Artículo 21.- Tratamiento de datos. Para los efectos previstos en este Título, las entidades aseguradoras se entenderán autorizadas para tratar datos personales, con la única finalidad de otorgar la cobertura del seguro.

Asimismo, la respectiva entidad aseguradora podrá requerir de las personas naturales o jurídicas, públicas o privadas, la información que fuera necesaria, especialmente a los prestadores de salud, para determinar el origen de las hospitalizaciones y defunciones, así como al Ministerio de Salud.

Toda persona que, en el ejercicio de su cargo, tenga acceso a esta información, deberá guardar reserva y confidencialidad respecto de la misma y abstenerse de usarla con una finalidad distinta de la que corresponda a sus funciones, debiendo dar cumplimiento a las normas establecidas en la ley N° 19.628, sobre protección de la vida privada, en lo referente al tratamiento de datos personales.

Artículo 22.- Forma, plazo y condiciones para el pago de la indemnización. Una vez presentados los antecedentes señalados en el artículo 20 que permitan evaluar la procedencia del pago de la indemnización, el asegurador deberá pagarla dentro de los 10 días hábiles siguientes. Mismo plazo tendrá para rechazarla en forma fundada.

Las indemnizaciones por la cobertura de salud, establecida en el artículo 13, se pagarán, dentro del mismo plazo señalado en el inciso anterior, por el asegurador directamente al Fondo Nacional de Salud o a la Institución de Salud Previsional. Con este pago, la entidad aseguradora cumplirá con la obligación de pago.
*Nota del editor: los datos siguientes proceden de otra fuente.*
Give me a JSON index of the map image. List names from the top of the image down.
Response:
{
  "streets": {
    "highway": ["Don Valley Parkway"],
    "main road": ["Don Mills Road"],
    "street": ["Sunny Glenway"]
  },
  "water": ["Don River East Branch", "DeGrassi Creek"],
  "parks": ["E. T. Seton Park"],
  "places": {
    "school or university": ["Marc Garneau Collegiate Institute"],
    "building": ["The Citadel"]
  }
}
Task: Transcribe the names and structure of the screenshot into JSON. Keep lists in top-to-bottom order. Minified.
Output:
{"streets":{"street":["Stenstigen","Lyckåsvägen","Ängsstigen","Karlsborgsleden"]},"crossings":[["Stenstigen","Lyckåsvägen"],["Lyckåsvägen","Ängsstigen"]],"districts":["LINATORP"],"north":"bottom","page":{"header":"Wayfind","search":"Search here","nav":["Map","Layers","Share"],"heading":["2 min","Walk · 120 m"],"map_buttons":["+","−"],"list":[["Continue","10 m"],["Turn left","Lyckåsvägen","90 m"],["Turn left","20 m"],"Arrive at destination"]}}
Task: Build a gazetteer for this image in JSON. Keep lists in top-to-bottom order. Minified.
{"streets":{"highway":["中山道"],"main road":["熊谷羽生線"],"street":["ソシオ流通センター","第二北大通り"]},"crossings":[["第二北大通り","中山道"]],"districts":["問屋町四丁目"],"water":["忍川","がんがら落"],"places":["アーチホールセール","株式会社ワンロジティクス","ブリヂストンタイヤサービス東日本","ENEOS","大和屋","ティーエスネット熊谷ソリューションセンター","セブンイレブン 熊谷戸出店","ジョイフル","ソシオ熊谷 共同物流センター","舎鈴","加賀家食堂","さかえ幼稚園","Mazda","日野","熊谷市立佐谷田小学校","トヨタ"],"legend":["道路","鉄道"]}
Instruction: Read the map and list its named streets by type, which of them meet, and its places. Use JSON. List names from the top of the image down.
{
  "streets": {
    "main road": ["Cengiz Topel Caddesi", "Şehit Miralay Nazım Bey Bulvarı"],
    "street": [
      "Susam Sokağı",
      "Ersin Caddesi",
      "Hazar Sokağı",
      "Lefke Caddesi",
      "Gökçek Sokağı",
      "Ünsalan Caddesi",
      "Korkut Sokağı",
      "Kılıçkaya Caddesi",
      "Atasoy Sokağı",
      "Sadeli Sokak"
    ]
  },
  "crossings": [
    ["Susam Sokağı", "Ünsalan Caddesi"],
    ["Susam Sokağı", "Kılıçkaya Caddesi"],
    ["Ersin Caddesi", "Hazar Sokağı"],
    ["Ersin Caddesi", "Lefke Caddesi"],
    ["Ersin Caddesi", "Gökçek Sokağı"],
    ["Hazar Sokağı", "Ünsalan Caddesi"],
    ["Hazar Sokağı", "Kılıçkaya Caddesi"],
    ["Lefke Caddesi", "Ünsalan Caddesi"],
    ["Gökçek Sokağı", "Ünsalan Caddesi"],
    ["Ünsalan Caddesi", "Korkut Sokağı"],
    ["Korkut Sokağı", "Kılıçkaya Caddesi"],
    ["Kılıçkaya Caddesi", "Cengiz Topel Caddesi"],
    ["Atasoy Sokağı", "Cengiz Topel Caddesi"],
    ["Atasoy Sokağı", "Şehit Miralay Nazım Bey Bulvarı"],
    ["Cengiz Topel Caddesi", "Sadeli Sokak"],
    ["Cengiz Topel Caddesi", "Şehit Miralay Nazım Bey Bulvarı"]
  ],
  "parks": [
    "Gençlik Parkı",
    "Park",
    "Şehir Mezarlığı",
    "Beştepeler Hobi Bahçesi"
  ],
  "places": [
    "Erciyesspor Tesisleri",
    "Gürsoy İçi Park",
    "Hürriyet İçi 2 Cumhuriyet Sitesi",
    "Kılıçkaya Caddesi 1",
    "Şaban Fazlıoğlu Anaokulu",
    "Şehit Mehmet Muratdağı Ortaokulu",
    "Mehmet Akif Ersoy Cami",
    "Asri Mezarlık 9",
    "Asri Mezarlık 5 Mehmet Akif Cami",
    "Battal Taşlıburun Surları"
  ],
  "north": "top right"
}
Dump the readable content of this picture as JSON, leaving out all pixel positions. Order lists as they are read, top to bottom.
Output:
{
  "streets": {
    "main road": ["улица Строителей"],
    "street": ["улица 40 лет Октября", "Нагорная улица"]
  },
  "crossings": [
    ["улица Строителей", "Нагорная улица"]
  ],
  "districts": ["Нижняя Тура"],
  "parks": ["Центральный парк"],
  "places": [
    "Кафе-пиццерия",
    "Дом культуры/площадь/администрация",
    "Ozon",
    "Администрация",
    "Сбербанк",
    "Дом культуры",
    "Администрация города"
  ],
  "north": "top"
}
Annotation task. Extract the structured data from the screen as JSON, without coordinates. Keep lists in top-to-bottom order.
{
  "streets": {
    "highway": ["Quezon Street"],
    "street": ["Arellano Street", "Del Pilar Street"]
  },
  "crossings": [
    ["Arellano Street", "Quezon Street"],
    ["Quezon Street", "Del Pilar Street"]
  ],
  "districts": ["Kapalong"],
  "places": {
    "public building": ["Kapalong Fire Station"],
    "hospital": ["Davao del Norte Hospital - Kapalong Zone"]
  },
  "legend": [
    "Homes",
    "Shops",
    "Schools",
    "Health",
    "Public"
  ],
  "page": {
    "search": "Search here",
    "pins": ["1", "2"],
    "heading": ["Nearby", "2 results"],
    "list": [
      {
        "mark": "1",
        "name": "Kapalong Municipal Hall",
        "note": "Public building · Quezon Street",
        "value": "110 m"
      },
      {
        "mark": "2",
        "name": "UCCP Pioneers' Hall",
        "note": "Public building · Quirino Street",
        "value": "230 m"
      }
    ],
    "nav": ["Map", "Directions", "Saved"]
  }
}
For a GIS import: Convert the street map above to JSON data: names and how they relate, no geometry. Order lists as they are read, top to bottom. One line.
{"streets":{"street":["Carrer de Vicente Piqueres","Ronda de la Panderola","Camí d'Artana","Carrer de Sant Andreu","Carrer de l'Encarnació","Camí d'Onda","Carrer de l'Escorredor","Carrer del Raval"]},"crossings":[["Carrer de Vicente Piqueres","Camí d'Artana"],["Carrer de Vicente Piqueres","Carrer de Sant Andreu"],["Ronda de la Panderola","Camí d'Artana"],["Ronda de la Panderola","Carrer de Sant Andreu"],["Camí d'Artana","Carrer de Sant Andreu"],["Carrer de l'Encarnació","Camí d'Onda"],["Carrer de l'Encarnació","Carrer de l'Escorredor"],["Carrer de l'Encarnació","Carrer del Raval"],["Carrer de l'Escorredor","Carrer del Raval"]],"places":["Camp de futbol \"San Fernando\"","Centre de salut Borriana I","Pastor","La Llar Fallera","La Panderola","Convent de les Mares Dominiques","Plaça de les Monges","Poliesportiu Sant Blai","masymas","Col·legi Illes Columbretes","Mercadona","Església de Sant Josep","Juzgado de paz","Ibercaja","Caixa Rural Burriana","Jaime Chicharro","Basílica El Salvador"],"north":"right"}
En caso de fallecimiento, serán beneficiarias del seguro las personas que a continuación se señalan, en el siguiente orden de precedencia:

  1. El o la cónyuge o conviviente civil sobreviviente.
  2. Los hijos menores de edad, los mayores de edad hasta los 24 años, solteros, que sigan cursos regulares en enseñanza media, normal, técnica, especializada o superior, en instituciones del Estado o reconocidos por éste, y los hijos con discapacidad, cualquiera sea su edad, por partes iguales.
  3. Los hijos mayores de edad, por partes iguales.
  4. Los padres, por partes iguales.
  5. A falta de todas las personas indicadas, la indemnización corresponderá por partes iguales a quienes acrediten la calidad de herederos.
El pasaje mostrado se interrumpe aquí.